Available data

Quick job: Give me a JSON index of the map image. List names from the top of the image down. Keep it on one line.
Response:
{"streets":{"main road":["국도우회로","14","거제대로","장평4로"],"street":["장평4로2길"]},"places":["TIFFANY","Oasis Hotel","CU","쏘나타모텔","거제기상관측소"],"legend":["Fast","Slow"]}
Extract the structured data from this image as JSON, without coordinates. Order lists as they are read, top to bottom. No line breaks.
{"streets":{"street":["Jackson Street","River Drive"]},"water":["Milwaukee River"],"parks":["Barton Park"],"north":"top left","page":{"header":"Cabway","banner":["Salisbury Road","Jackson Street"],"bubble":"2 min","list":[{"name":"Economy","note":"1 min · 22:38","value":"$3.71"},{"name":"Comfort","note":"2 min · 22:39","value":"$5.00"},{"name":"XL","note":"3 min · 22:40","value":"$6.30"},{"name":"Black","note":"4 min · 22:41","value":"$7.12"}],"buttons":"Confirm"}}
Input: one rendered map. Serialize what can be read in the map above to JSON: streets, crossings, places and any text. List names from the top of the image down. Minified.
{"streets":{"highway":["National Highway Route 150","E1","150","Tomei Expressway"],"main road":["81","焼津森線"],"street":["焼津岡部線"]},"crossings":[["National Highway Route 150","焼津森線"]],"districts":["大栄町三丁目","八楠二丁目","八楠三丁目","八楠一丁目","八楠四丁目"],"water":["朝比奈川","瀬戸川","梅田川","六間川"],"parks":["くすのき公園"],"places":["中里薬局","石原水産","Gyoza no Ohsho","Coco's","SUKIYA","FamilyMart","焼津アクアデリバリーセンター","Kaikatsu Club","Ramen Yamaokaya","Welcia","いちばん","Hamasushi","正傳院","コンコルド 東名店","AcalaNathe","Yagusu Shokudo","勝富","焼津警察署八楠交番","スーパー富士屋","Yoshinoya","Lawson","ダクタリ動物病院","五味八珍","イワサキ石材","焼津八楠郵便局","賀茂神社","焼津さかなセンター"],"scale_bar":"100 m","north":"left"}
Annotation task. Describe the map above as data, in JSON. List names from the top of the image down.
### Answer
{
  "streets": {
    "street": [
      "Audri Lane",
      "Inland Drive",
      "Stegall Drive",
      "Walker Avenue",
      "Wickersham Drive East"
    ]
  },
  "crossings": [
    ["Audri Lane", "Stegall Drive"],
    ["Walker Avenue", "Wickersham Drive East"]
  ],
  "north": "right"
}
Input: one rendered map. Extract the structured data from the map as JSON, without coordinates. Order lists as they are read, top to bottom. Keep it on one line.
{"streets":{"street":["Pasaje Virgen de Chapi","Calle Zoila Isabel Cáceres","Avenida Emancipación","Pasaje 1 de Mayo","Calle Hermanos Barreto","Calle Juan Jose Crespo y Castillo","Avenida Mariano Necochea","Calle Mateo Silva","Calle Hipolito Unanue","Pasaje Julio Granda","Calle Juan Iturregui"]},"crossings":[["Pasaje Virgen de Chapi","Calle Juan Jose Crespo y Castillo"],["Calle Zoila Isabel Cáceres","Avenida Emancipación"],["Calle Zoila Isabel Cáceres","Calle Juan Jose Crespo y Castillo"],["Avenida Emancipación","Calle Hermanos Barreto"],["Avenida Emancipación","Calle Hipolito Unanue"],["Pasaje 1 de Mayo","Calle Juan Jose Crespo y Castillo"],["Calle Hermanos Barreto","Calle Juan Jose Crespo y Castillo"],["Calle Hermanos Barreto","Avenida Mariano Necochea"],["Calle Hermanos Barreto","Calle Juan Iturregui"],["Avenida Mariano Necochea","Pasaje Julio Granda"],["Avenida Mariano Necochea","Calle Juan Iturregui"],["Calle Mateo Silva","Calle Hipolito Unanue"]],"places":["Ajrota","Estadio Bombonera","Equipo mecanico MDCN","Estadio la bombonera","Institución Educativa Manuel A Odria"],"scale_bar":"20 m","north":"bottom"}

Exercise brief
Give the entries once more, exactly as they appear.

Your response
Quick job: Give me a JSON index of the map image. List names from the top of the image down. Keep it on one line.
Response:
{"streets":{"main road":["국도우회로","14","거제대로","장평4로"],"street":["장평4로2길"]},"places":["TIFFANY","Oasis Hotel","CU","쏘나타모텔","거제기상관측소"],"legend":["Fast","Slow"]}
Extract the structured data from this image as JSON, without coordinates. Order lists as they are read, top to bottom. No line breaks.
{"streets":{"street":["Jackson Street","River Drive"]},"water":["Milwaukee River"],"parks":["Barton Park"],"north":"top left","page":{"header":"Cabway","banner":["Salisbury Road","Jackson Street"],"bubble":"2 min","list":[{"name":"Economy","note":"1 min · 22:38","value":"$3.71"},{"name":"Comfort","note":"2 min · 22:39","value":"$5.00"},{"name":"XL","note":"3 min · 22:40","value":"$6.30"},{"name":"Black","note":"4 min · 22:41","value":"$7.12"}],"buttons":"Confirm"}}
Input: one rendered map. Serialize what can be read in the map above to JSON: streets, crossings, places and any text. List names from the top of the image down. Minified.
{"streets":{"highway":["National Highway Route 150","E1","150","Tomei Expressway"],"main road":["81","焼津森線"],"street":["焼津岡部線"]},"crossings":[["National Highway Route 150","焼津森線"]],"districts":["大栄町三丁目","八楠二丁目","八楠三丁目","八楠一丁目","八楠四丁目"],"water":["朝比奈川","瀬戸川","梅田川","六間川"],"parks":["くすのき公園"],"places":["中里薬局","石原水産","Gyoza no Ohsho","Coco's","SUKIYA","FamilyMart","焼津アクアデリバリーセンター","Kaikatsu Club","Ramen Yamaokaya","Welcia","いちばん","Hamasushi","正傳院","コンコルド 東名店","AcalaNathe","Yagusu Shokudo","勝富","焼津警察署八楠交番","スーパー富士屋","Yoshinoya","Lawson","ダクタリ動物病院","五味八珍","イワサキ石材","焼津八楠郵便局","賀茂神社","焼津さかなセンター"],"scale_bar":"100 m","north":"left"}
Annotation task. Describe the map above as data, in JSON. List names from the top of the image down.
### Answer
{
  "streets": {
    "street": [
      "Audri Lane",
      "Inland Drive",
      "Stegall Drive",
      "Walker Avenue",
      "Wickersham Drive East"
    ]
  },
  "crossings": [
    ["Audri Lane", "Stegall Drive"],
    ["Walker Avenue", "Wickersham Drive East"]
  ],
  "north": "right"
}
Input: one rendered map. Extract the structured data from the map as JSON, without coordinates. Order lists as they are read, top to bottom. Keep it on one line.
{"streets":{"street":["Pasaje Virgen de Chapi","Calle Zoila Isabel Cáceres","Avenida Emancipación","Pasaje 1 de Mayo","Calle Hermanos Barreto","Calle Juan Jose Crespo y Castillo","Avenida Mariano Necochea","Calle Mateo Silva","Calle Hipolito Unanue","Pasaje Julio Granda","Calle Juan Iturregui"]},"crossings":[["Pasaje Virgen de Chapi","Calle Juan Jose Crespo y Castillo"],["Calle Zoila Isabel Cáceres","Avenida Emancipación"],["Calle Zoila Isabel Cáceres","Calle Juan Jose Crespo y Castillo"],["Avenida Emancipación","Calle Hermanos Barreto"],["Avenida Emancipación","Calle Hipolito Unanue"],["Pasaje 1 de Mayo","Calle Juan Jose Crespo y Castillo"],["Calle Hermanos Barreto","Calle Juan Jose Crespo y Castillo"],["Calle Hermanos Barreto","Avenida Mariano Necochea"],["Calle Hermanos Barreto","Calle Juan Iturregui"],["Avenida Mariano Necochea","Pasaje Julio Granda"],["Avenida Mariano Necochea","Calle Juan Iturregui"],["Calle Mateo Silva","Calle Hipolito Unanue"]],"places":["Ajrota","Estadio Bombonera","Equipo mecanico MDCN","Estadio la bombonera","Institución Educativa Manuel A Odria"],"scale_bar":"20 m","north":"bottom"}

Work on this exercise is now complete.